Web

Fun with Hugo themes


One of the challenges with Hugo is that, out of the box, it doesn’t do anything. Create a site, fill it with content, run the generator, and you get… nothing. You need to download or create a theme in order to actually render your content; there isn’t one built into the site-creator, although several volunteers are working on something (much the same way that usable documentation is largely a volunteer effort).

It is not immediately obvious that the theme gallery is sorted by update date, so that the farther down the list you go, the less likely they are to work. There’s a top-level set of feature tags, but they’re applied by the theme authors, and don’t include useful things like “scales beyond 100 pages”.
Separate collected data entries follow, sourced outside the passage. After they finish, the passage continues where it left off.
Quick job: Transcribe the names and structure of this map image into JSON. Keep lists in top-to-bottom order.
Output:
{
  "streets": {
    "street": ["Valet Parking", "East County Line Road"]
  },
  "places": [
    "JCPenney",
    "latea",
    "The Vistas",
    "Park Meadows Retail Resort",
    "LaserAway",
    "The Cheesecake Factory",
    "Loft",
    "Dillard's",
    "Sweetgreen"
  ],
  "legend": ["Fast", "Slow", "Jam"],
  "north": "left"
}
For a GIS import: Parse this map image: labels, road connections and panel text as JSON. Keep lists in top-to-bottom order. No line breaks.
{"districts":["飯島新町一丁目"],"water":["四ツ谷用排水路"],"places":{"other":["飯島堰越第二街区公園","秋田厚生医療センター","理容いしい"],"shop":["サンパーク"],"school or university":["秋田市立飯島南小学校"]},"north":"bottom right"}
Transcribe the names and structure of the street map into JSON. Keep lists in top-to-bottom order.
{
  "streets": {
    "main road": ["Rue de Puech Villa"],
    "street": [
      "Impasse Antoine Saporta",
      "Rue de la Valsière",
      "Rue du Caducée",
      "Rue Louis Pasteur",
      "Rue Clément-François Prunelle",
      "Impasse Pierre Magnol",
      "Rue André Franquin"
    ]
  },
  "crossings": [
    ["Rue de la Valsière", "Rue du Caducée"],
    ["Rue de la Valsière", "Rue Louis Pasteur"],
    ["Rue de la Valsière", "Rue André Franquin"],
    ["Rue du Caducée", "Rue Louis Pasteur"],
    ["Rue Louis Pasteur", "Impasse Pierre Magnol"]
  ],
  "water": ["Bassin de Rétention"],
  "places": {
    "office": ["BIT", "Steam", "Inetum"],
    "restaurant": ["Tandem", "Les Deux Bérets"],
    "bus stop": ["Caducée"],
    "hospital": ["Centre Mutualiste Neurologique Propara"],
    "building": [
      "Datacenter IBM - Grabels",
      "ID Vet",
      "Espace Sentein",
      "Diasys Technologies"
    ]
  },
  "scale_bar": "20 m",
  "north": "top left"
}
As part of my ongoing MasterCook molesting, I decided to take the now-sane XML files and render them to Hugo’s mix of TOML and Markdown, generating a static cookbook site with sections and categories. Having done some experimentation in response to a forum post, I knew that a site with 56,842 pages would take several minutes to build, so I grabbed the simple, clean Zen theme and fired it off.

And waited. And waited. And watched the memory usage climb to over 40GB of compressed pages.

The Hugo developers pride themselves on rendering speed, but when I checked the disk, it was taking upwards of a second to render a single content page. Looking at one of them made it obvious why: the theme designer included every content page in the dropdown menus and sidebar. It had honestly never occurred to him that someone might have more than about 8 categories with about 20 pages each. In fairness, this is a port of a Drupal theme, and the original might have had the same problem.

After modifying the templates to only use the first 20 from each category, I got the site to render in about 10 minutes. The category menu looks horrible, because I split the recipes up alphabetically into chunks of about a thousand, and the theme only allocated enough space for about 2/3 of them, with the rest covering the title field. The actual recipe rendering is excellent, including the handling of sub-recipes and referenced recipes.

I could modify the Zen theme until it did everything right, or spend several hours rebuilding a small sample site with other themes until I found one that required less work, but once you’ve built one theme from scratch, it’s just faster and easier to do that than to try to use any of the pre-built themes. Their real value is as examples of “how do you do this in Hugo”, which you can’t generally find in the documentation.

There are also quite a few working code snippets in the forums (some provided by me; problem-solving is kinda my thing, if you haven’t guessed by now), but with so much of the code under active development, any forum example more than a few months old is likely to be wrong now.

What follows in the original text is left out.